Hydrodynamic Irreversibility in Particle Suspensions with Non-Uniform Strain
Jeffrey S. Guasto, Andrew S. Ross, J.P. Gollub

TL;DR
This paper investigates how non-uniform strain in particle suspensions causes a transition to irreversibility, driven by long-range correlated particle motion, differing from uniform shear scenarios.
Contribution
It extends understanding of irreversibility in suspensions by analyzing non-uniform strain effects and identifying long-range correlations as a key factor.
Findings
Irreversibility onset occurs despite partial shear-induced migration.
Long-range correlated particle motion persists at the channel center.

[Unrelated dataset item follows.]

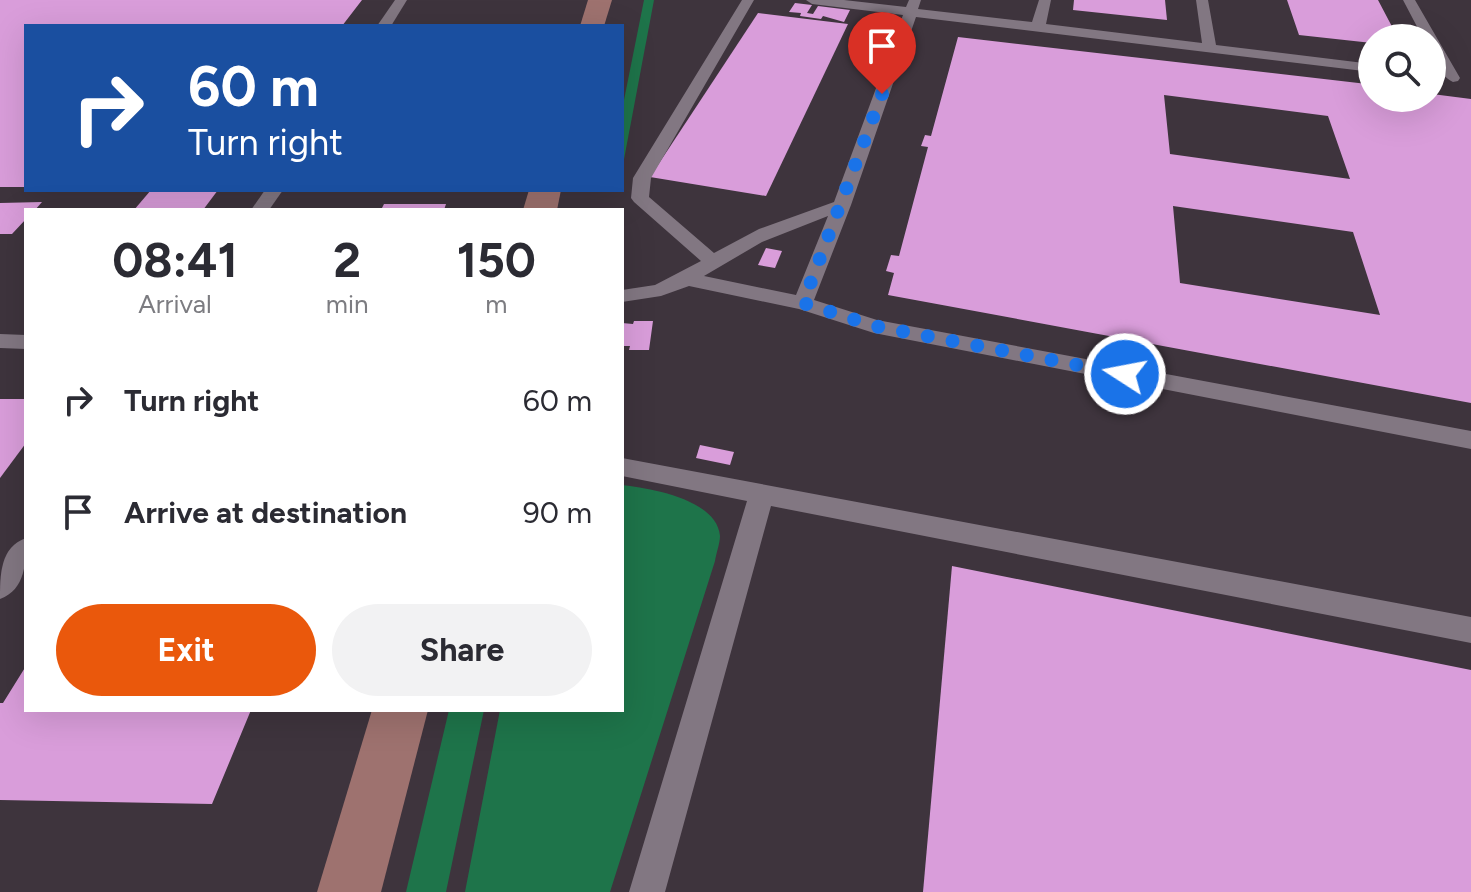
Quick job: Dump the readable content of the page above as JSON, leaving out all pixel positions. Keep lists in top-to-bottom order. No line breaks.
{"page":{"turn":["60 m","Turn right"],"eta":["08:41","Arrival","2","min","150","m"],"list":[{"name":"Turn right","value":"60 m"},{"name":"Arrive at destination","value":"90 m"}],"buttons":["Exit","Share"]}}
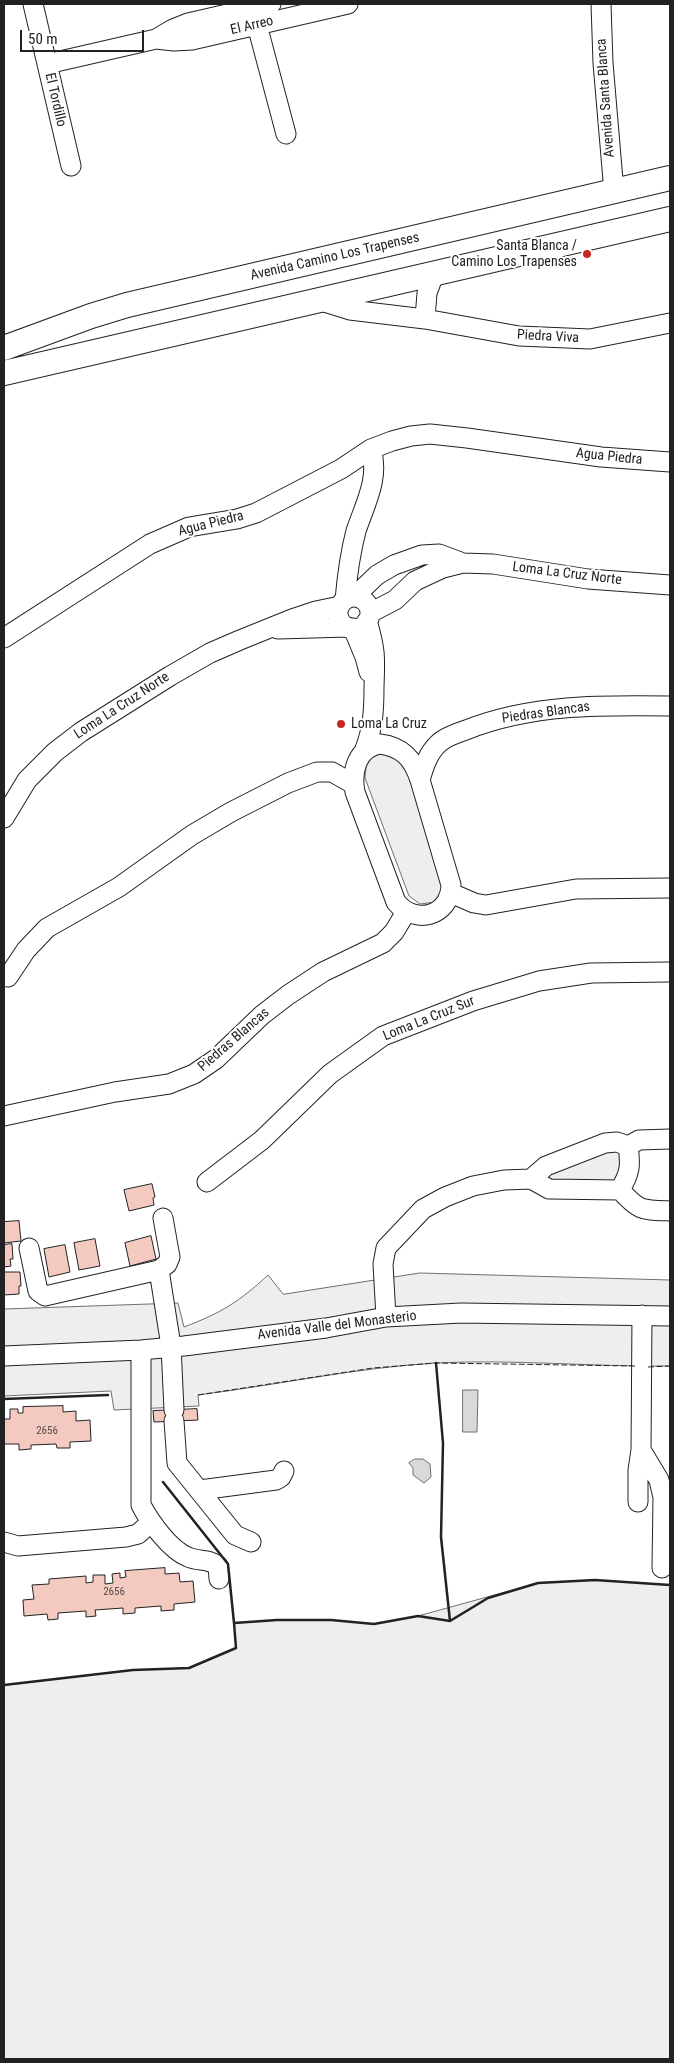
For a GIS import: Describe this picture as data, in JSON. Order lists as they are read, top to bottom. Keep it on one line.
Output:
{"streets":{"main road":["Avenida Camino Los Trapenses"],"street":["El Arreo","Avenida Santa Blanca","El Tordillo","Piedra Viva","Agua Piedra","Loma La Cruz Norte","Piedras Blancas","Loma La Cruz Sur","Avenida Valle del Monasterio"]},"crossings":[["El Arreo","El Tordillo"],["Avenida Santa Blanca","Avenida Camino Los Trapenses"]],"places":["Santa Blanca / Camino Los Trapenses","Loma La Cruz"],"house_numbers":["2656","2656"],"scale_bar":"50 m"}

System remains irreversible due to particle activity at low strain regions.
Abstract
A dynamical phase transition from reversible to irreversible behavior occurs when particle suspensions are subjected to uniform oscillatory shear, even in the Stokes flow limit. We consider a more general situation with non-uniform strain (e.g. oscillatory channel flow), which is observed to exhibit markedly different dynamics. Self-organization and shear-induced migration only partially explain the delayed, simultaneous onset of irreversibility across the channel. The onset of irreversibility is accompanied by long-range correlated particle motion. This motion leads to particle activity even at the channel center, where the strain is negligible, and prevents the system from evolving into a reversible state.